* Task description
Set down exactly the lines in the records below that run from the line with "const ctx = document.querySelector('canvas').getContext('2d');" to the line with "function write(font, color, halo, rows, align", inclusive, and nothing more.

-.-.-

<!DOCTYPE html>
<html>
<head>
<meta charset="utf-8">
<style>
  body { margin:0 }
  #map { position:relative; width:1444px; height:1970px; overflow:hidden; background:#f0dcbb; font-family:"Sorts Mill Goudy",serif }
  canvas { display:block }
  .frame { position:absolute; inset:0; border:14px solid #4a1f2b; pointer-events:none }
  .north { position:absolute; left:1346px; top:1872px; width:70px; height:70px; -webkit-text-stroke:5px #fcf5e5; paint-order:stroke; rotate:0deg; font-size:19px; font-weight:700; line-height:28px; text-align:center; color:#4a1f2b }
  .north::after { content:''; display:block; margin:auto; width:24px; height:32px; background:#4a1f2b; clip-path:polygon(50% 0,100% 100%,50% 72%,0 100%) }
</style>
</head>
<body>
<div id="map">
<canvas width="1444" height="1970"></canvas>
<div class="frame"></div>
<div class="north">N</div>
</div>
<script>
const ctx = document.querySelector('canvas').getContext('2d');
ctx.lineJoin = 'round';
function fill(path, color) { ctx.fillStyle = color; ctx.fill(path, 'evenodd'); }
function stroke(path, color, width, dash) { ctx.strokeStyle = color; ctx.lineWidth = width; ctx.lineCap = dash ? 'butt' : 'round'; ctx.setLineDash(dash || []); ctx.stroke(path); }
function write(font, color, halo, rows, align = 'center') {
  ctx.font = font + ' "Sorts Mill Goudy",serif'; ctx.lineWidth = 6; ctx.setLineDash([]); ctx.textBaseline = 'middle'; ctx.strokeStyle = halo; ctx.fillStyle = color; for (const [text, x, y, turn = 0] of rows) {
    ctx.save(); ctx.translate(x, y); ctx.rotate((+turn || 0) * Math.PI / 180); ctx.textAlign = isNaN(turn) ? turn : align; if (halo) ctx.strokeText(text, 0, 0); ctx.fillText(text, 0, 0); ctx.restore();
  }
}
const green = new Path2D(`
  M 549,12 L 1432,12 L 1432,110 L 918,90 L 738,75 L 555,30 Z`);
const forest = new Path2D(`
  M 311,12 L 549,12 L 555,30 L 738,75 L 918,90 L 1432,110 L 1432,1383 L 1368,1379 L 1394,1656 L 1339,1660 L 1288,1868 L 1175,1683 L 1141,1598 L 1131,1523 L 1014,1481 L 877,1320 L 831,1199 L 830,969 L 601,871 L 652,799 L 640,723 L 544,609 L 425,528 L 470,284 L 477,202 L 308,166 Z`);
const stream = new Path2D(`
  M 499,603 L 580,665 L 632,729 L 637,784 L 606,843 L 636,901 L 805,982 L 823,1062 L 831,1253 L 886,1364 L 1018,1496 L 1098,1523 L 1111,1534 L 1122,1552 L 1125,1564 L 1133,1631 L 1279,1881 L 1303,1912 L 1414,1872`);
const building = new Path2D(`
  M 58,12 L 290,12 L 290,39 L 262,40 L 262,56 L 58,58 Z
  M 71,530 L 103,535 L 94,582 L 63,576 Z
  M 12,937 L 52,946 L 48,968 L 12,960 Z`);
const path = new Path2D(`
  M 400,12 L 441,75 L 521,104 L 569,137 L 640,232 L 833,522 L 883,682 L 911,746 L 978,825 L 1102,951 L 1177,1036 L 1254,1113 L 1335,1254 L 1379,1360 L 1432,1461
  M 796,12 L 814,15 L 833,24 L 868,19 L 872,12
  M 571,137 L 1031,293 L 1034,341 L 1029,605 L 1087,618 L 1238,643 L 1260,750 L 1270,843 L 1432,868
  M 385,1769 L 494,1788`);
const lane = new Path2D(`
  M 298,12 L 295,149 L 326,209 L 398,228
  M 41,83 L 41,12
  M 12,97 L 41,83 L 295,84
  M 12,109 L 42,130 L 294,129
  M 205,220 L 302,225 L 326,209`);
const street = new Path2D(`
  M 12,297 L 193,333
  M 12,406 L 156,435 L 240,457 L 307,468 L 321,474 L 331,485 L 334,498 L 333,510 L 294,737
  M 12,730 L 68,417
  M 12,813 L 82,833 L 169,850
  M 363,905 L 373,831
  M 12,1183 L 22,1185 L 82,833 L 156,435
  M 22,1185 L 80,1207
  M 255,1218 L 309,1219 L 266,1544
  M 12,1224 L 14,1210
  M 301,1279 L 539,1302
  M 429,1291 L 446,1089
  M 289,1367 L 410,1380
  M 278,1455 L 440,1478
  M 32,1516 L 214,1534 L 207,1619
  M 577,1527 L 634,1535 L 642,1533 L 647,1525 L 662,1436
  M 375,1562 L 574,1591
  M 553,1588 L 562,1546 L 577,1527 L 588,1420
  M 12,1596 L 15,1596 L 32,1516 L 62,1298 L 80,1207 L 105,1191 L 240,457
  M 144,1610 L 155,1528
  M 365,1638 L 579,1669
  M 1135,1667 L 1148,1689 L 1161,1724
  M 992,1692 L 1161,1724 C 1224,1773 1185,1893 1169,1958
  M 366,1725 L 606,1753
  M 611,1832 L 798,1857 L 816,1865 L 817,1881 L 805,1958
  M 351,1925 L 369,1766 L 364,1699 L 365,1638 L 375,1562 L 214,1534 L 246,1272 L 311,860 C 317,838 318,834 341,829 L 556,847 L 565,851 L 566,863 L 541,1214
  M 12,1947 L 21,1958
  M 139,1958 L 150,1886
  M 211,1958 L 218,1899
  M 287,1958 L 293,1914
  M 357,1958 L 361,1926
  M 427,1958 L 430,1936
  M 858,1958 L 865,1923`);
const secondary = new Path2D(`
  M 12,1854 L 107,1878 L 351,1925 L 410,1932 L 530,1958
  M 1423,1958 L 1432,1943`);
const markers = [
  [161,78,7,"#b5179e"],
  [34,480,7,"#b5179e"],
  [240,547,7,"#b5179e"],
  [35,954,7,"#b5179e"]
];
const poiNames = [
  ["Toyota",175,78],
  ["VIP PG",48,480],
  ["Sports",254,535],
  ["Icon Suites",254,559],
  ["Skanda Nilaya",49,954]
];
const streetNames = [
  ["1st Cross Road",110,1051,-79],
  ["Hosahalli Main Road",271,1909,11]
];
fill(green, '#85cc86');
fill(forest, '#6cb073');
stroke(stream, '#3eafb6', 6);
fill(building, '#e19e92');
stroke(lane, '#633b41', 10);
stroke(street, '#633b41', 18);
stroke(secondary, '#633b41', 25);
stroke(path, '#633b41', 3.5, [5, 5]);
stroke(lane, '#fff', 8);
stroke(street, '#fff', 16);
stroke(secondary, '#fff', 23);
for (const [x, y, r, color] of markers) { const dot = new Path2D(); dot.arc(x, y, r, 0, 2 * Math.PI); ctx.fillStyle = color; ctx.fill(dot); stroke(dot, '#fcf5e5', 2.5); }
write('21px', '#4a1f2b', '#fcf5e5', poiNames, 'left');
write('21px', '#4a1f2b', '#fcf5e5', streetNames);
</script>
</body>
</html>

-.-.-

* Written response
const ctx = document.querySelector('canvas').getContext('2d');
ctx.lineJoin = 'round';
function fill(path, color) { ctx.fillStyle = color; ctx.fill(path, 'evenodd'); }
function stroke(path, color, width, dash) { ctx.strokeStyle = color; ctx.lineWidth = width; ctx.lineCap = dash ? 'butt' : 'round'; ctx.setLineDash(dash || []); ctx.stroke(path); }
function write(font, color, halo, rows, align = 'center') {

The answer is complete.